Annotation: Metaphor and Twinned Vision: The Phoenix and the Turtle

In this article, Ong poses the question, “Why are metaphors so important in language?”  While Ong believes there are many possible answers to this question, one possible answer is the “twinning” action of metaphors.  Normally, there are at least two meanings for any one metaphor, but typically one of those meanings emerges as the more significant one.  Still, that does not mean that the other meaning is lost:  for example, when we use the word “cur” to refer to a person, the word still carries the meaning of “dog.”  In fact, it is exactly because the word “cur” evokes the meaning of “dog” that we use it to refer to a person.

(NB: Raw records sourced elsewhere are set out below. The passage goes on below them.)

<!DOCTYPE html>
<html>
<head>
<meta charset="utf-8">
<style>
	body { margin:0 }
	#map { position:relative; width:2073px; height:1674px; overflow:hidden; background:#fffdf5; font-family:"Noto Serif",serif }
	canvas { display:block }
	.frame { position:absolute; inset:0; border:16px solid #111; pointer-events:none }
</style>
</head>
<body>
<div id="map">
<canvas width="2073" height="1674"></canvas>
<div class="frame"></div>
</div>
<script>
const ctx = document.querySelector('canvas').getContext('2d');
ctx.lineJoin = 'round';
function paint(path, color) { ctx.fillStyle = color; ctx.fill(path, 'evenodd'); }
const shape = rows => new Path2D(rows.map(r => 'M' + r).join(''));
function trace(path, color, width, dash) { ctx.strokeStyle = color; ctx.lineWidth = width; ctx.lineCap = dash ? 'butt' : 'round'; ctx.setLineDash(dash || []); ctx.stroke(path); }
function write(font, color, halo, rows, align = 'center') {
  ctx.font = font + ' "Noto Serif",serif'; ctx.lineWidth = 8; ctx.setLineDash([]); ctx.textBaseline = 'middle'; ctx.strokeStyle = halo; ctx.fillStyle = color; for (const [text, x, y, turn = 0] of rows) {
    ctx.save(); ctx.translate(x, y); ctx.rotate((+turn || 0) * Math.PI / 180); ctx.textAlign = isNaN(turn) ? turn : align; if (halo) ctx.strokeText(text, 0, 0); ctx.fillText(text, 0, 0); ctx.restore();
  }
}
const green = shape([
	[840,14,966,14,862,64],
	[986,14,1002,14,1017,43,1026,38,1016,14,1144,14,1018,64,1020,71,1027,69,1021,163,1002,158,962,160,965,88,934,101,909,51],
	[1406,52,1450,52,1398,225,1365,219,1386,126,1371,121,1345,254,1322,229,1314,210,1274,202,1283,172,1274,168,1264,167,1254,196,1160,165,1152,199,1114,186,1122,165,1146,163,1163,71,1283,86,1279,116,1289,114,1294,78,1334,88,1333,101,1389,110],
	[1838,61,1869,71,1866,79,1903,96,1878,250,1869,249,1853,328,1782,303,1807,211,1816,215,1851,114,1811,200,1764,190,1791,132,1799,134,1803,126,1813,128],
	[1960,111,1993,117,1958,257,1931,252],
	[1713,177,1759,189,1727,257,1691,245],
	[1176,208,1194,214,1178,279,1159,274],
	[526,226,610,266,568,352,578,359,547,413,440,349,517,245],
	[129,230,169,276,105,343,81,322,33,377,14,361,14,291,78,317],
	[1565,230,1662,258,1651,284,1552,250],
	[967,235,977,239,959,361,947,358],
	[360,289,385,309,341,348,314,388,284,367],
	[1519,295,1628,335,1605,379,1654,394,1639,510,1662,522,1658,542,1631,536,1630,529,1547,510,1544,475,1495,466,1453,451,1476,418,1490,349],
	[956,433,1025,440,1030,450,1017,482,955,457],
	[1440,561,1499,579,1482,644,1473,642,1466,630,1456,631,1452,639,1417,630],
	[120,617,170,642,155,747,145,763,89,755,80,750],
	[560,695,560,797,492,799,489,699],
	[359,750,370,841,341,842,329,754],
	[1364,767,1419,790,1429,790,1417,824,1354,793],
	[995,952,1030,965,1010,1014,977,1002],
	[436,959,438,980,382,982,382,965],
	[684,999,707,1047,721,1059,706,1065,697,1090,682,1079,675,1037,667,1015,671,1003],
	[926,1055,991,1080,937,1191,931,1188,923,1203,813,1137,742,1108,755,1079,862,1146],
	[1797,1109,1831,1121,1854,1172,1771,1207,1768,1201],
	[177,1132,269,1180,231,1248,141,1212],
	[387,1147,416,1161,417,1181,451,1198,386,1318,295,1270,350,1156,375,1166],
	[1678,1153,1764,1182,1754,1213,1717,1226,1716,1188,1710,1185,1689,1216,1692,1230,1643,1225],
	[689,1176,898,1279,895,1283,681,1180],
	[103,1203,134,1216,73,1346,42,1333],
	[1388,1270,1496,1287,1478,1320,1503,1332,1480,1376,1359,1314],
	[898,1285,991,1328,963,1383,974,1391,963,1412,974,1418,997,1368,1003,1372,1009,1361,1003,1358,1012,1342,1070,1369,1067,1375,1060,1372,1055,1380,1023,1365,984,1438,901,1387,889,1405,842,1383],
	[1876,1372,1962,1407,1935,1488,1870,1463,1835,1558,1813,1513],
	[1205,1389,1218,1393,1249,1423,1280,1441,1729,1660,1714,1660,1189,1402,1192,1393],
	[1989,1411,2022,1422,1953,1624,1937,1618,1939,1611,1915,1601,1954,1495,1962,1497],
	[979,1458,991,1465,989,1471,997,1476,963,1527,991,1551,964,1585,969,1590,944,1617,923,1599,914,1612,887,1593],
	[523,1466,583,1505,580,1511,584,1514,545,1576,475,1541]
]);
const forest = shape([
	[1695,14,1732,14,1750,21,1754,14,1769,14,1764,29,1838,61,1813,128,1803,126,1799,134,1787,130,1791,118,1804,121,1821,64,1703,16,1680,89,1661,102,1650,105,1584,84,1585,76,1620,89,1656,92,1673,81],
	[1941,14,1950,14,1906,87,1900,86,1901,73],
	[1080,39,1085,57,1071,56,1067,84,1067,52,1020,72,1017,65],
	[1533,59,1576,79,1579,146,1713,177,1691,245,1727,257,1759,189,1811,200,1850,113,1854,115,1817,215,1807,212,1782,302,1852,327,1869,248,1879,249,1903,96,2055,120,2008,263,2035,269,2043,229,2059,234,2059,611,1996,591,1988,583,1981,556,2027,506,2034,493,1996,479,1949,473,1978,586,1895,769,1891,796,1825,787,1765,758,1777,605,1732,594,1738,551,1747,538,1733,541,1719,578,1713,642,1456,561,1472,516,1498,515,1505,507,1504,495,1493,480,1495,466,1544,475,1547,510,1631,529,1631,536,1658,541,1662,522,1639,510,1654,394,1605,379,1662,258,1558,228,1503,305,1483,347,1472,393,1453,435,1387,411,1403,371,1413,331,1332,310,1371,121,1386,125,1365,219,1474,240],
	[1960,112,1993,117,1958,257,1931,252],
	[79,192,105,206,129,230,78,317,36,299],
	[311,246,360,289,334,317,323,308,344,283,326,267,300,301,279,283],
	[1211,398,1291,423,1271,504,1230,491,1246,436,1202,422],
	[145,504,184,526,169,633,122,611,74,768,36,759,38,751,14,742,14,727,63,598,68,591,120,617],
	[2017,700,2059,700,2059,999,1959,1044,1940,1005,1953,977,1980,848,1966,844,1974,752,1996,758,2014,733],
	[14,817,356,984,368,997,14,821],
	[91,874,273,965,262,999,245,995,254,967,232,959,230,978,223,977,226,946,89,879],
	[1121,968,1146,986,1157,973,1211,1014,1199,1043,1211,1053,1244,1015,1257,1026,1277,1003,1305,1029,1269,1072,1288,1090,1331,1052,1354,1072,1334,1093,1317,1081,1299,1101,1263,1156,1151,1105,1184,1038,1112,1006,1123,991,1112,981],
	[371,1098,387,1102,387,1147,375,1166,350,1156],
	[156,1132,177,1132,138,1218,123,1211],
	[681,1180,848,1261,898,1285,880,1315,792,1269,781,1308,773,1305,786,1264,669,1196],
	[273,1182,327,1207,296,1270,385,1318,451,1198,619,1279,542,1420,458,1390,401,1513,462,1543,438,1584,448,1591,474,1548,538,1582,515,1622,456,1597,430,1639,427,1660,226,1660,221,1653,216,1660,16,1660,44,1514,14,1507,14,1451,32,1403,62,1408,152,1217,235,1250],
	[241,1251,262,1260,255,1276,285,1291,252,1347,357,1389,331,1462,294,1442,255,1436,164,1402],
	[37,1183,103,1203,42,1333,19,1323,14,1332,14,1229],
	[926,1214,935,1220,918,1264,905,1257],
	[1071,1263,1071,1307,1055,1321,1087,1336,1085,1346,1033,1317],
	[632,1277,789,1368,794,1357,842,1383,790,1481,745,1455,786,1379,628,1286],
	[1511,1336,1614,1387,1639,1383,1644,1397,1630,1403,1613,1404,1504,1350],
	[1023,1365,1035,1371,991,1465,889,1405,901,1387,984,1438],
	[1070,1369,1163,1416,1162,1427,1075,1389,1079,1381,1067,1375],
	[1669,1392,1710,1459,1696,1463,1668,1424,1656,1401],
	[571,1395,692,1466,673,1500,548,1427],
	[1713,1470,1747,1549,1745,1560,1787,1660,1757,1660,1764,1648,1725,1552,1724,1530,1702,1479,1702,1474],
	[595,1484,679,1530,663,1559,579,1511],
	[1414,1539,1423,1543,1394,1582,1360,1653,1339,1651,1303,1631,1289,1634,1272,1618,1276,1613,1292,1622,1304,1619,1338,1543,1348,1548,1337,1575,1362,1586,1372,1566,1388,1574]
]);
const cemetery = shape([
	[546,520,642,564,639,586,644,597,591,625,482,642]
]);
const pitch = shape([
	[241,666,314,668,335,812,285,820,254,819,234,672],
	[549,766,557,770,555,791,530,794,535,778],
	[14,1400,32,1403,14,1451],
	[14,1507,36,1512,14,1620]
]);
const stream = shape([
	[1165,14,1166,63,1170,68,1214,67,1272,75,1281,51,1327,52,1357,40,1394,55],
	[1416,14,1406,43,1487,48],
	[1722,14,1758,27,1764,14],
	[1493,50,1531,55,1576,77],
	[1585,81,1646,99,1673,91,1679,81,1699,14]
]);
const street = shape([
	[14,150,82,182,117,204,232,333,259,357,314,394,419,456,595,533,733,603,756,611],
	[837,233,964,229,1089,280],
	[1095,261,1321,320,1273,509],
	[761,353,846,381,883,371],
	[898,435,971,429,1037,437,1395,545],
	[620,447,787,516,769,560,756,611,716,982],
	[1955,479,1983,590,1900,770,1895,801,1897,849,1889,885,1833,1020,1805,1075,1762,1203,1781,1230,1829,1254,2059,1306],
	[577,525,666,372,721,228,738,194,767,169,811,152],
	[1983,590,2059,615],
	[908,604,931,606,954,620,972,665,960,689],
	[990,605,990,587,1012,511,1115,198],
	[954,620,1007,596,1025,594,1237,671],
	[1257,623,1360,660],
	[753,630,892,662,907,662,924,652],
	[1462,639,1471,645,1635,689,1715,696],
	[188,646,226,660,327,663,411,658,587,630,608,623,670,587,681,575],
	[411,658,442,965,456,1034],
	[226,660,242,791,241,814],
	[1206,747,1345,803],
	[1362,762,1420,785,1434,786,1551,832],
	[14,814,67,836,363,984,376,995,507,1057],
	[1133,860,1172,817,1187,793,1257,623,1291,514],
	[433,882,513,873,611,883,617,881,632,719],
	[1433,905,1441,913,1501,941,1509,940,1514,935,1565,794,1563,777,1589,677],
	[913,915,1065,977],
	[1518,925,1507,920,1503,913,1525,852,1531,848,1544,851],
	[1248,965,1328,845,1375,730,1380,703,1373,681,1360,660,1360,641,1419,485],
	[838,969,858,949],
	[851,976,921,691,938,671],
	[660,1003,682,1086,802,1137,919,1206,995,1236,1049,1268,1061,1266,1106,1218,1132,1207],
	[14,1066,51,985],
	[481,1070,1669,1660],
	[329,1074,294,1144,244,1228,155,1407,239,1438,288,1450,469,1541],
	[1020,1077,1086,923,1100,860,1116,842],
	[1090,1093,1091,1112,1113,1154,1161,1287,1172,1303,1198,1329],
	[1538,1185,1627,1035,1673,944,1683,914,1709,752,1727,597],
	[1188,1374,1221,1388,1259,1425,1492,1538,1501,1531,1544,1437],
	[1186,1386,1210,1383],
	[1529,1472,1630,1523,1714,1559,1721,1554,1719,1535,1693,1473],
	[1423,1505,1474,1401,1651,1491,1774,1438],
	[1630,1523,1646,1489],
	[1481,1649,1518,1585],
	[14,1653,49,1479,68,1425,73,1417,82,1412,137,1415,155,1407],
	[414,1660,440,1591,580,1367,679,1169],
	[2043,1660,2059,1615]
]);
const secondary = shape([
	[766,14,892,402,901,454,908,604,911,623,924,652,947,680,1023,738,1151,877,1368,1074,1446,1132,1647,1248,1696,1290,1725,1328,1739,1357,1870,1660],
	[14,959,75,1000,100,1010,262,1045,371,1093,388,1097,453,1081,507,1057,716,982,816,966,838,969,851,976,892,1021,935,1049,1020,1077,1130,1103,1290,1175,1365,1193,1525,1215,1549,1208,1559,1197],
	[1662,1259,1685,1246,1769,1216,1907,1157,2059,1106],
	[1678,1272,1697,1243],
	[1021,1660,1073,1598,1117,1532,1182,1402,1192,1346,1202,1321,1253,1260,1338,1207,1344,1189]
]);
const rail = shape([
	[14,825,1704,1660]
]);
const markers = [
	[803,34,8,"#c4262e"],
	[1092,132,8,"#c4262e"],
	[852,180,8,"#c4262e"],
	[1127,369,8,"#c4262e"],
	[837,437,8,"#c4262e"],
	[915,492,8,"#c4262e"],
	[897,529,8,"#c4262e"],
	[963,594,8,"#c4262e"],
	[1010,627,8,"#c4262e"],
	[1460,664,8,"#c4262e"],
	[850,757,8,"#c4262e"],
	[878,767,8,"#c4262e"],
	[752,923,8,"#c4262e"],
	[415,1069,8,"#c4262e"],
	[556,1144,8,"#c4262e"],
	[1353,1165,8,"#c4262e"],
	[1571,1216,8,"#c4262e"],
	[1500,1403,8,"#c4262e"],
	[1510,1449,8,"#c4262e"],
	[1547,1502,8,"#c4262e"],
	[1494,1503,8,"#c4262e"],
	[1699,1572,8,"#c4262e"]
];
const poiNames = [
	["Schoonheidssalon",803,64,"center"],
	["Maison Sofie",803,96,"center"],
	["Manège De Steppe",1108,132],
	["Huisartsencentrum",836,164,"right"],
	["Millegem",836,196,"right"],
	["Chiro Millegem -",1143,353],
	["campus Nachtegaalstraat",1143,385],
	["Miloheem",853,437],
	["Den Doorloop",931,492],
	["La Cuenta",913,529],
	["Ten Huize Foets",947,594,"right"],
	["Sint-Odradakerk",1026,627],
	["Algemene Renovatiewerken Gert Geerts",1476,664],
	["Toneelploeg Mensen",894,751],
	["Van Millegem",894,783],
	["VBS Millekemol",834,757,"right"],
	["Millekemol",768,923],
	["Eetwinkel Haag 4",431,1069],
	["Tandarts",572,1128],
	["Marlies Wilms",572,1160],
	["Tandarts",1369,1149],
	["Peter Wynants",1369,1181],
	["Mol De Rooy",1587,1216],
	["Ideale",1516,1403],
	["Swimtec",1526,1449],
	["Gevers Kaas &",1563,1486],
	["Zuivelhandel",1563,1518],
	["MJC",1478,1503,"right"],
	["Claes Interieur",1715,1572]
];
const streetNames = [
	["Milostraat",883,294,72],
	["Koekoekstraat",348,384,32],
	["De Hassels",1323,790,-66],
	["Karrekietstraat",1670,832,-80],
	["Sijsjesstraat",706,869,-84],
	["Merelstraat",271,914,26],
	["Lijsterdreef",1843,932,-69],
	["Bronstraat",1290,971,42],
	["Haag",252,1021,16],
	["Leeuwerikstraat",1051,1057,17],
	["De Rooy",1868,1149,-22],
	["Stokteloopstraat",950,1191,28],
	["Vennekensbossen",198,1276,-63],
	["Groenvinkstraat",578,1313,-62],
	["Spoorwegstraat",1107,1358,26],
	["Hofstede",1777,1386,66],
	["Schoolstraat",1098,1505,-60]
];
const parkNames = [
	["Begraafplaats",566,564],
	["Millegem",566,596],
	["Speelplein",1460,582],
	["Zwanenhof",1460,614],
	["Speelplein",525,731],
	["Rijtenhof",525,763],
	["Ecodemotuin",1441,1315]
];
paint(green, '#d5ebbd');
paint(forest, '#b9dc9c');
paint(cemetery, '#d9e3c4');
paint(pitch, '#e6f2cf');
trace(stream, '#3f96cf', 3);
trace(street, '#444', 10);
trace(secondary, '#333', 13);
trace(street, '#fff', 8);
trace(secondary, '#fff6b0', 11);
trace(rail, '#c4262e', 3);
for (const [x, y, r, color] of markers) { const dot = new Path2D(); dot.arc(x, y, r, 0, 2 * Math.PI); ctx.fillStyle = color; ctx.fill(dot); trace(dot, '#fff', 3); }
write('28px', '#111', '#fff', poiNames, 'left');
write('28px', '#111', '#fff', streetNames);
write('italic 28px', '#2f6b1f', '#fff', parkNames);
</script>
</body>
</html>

This twinning action found in metaphors, Ong asserts, points to something “at the heart” of all linguistic operations.  To understand what happens in a linguistic operation, the intellect must perform its own twinning action, going over a sentence twice to join the subject and the predicate (for example, in the sentence, “This swims,” the intellect must first understand what “this” is and then understand what “this” does).  Through this twinning process, in which the predicate provides a limiting device for meaning, the intellect gets at the truth of the sentence, which can only be understood for a brief moment before it is lost again.

The problem, however, is that most statements (or enunciations or judgments, as Ong refers to them) do not express the twinning process the intellect goes through; a judgment comes out as a one-sided statement rather than the double-sided idea it is.  But metaphors do express the double-sided nature of ideas, especially when the metaphor occurs in the subject rather than the predicate, as is “That cur should not be allowed in office” (rather than in a sentence such as “That man is a cur.”).  In the first sentence, both “man” and “dog” are implied in the word “cur,” but in the second sentence, the impact of both meanings contained in one word is lessened because “man” is mentioned while “dog” is not.  In summary, metaphors work as “condensed judgment,” in which the one-sided nature of judgment is expressed but so is its two-sided nature.

In order to show how this capturing of one-sidedness and two-sidedness occurs in literature, Ong examines Shakespeare’s poem, The Phoenix and the Turtle (1601).  In this poem, the images of the phoenix and the turtle offer multiple metaphors for abstract concepts such as birth/death and love/devotion, the mind and the body, and the Church and Christ.  In addition to these multiple metaphors, there exists a twinning action in the poem that unifies the images of the phoenix and the turtle and also becomes a metaphor for metaphor itself:  in the end, the human intellect cannot capture all it wants to express in judgment; instead, it must rely on metaphor.